Is the linking number via Seifert surfaces well defined? Let $i(K, F_L)$ be the signed count of intersections of an oriented knot $K$ with a Seifert surface $F_L$. (That is, $F_L$ is an oriented compact surface with boundary $L$ for some knot $L$.) I want to prove that $i(K,F_L)$ is independent of the choice of Seifert surface, to establish that the linking number $lk(K,L)$ is well defined. 
Unfortunately my attempts (which were all very geometric) haven't worked, since I can only seem to prove the result for Seifert surfaces obtained via the Seifert algorithm. I've also checked a couple of books (Sporpan - Wild world of four manifolds, Rolfsen - Knots and Links), but neither of these books bother proving it. (I assume it's considered sufficiently obvious for anyone who cares about Seifert surfaces.)
Does every Seifert surface arise as from the Seifert algorithm given some projection? (If so, my proof is done.) I suspect this isn't true - in which case how can we prove that the intersection number is well defined independently of the choice of Seifert surface? This feels like it should be vaguely homological but I haven't been able to figure it out.
 A: Not every Seifert surface arises from Seifert's algorithm.  The minimal genus of the Seifert surface from Seifert's algorithm, over every diagram of a knot, is known as the canonical genus.  The difference between the genus and the canonical genus can be arbitrarily large.
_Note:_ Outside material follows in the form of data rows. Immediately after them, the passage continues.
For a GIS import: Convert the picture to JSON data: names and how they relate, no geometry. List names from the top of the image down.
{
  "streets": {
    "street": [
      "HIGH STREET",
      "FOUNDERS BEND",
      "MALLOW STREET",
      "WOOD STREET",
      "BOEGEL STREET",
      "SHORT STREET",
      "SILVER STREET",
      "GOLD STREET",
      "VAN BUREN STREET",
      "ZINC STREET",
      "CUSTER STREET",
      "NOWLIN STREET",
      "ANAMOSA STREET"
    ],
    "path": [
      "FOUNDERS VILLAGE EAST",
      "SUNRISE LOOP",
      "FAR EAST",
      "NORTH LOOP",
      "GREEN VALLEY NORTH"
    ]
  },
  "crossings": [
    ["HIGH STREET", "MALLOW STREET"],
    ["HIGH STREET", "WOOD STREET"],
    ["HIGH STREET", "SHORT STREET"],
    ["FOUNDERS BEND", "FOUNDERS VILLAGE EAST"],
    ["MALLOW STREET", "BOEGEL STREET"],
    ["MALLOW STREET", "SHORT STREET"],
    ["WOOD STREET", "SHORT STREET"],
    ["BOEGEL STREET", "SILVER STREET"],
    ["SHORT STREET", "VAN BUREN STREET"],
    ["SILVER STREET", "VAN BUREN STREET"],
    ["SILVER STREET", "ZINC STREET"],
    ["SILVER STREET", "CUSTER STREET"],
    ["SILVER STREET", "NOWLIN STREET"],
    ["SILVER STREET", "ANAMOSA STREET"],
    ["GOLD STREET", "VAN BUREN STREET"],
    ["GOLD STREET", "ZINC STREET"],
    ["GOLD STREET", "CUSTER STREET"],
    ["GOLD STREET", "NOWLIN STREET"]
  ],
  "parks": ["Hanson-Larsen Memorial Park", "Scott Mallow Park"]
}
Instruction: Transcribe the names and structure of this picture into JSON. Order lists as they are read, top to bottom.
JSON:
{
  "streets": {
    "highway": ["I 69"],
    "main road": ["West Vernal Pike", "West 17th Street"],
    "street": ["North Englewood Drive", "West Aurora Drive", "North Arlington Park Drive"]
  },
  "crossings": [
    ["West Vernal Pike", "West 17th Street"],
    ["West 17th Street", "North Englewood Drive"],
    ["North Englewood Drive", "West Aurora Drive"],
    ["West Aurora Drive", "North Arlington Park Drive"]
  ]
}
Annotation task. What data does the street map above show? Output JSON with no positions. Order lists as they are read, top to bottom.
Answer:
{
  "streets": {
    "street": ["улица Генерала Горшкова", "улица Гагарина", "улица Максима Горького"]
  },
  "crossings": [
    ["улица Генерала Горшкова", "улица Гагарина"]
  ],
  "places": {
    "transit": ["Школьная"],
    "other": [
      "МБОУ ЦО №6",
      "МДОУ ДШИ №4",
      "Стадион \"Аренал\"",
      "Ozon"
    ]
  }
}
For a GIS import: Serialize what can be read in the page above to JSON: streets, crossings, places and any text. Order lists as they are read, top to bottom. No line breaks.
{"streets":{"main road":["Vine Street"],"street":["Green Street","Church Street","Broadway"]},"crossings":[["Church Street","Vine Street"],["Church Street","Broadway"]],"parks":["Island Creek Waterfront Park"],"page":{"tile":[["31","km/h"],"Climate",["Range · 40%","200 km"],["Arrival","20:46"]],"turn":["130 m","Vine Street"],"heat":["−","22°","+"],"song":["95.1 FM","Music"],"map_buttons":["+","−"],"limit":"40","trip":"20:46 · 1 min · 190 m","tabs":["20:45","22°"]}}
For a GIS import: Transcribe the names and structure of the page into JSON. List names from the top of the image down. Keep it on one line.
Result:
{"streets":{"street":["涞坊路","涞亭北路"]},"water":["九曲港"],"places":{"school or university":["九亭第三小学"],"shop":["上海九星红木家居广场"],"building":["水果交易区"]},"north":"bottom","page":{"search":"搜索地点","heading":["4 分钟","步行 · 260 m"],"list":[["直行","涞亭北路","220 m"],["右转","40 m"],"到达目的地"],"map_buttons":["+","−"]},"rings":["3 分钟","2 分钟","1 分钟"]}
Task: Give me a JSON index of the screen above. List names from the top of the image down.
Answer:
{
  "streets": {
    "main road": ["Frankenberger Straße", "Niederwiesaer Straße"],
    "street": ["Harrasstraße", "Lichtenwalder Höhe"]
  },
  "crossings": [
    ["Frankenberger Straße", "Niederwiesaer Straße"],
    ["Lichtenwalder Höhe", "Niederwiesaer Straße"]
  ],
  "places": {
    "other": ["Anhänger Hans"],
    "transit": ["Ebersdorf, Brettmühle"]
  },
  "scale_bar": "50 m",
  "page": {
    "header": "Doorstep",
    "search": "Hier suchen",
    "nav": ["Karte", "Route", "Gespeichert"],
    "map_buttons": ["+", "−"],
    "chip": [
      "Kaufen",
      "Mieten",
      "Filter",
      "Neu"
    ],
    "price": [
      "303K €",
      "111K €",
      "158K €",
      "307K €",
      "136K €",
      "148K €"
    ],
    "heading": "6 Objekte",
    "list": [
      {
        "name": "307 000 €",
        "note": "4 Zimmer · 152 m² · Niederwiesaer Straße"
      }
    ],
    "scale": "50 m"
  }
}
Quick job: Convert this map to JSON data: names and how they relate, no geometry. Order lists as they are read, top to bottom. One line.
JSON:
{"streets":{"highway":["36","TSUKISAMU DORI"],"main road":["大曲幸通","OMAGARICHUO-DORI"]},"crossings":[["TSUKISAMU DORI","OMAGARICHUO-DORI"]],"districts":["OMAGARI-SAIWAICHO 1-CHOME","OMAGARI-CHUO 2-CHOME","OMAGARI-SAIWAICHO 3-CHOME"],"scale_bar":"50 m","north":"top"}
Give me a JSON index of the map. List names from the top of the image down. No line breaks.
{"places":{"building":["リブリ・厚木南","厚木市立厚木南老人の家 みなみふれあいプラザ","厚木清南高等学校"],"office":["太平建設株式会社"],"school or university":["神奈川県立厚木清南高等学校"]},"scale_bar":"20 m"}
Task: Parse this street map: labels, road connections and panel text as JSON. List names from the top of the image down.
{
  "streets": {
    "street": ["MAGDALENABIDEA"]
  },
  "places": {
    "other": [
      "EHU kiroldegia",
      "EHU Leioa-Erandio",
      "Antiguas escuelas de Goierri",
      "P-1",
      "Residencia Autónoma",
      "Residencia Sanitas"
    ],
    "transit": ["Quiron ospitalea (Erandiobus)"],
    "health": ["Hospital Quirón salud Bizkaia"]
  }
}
The usual homological argument is the following.  Let $N$ be an open tubular neighborhood of the knot $L$, with $K$ outside of the closure of $N$.  The knot exterior $X=S^3-N$ is a compact $3$-manifold with boundary, and in it we have $K$ and $F'_L=F_L\cap X$.  Since $F'_L$ is an oriented surface, we may think of it as being a relative homology class $[F'_L]\in H_2(X,\partial X)$.  The algebraic intersection form under consideration is $H_1(X)\times H_2(X,\partial X)\to H_0(X)$, where $H_0(X)\cong\mathbb{Z}$.  Poincaré dually, this is $H^2(X,\partial X)\times H^1(X)\to H^3(X,\partial X)$ by cup products.  If $K$ is a meridian loop for $L$, then it is certainly the case that $i(K,F_L)=\pm 1$, so $[F'_L]$ must not be a divisible element (the cup product is a perfect pairing on the free parts).  In particular, Poincaré duality has $H_2(X,\partial X)\cong H^1(X)$, and by Alexander duality $H^1(X)\cong\mathbb{Z}$, so $[F'_L]$ is a generator for $H_2(X,\partial X)$.  Which generator it is depends only on the orientation of the surface.  The conclusion is that any other Seifert surface gives the same generator, hence the same algebraic intersection numbers.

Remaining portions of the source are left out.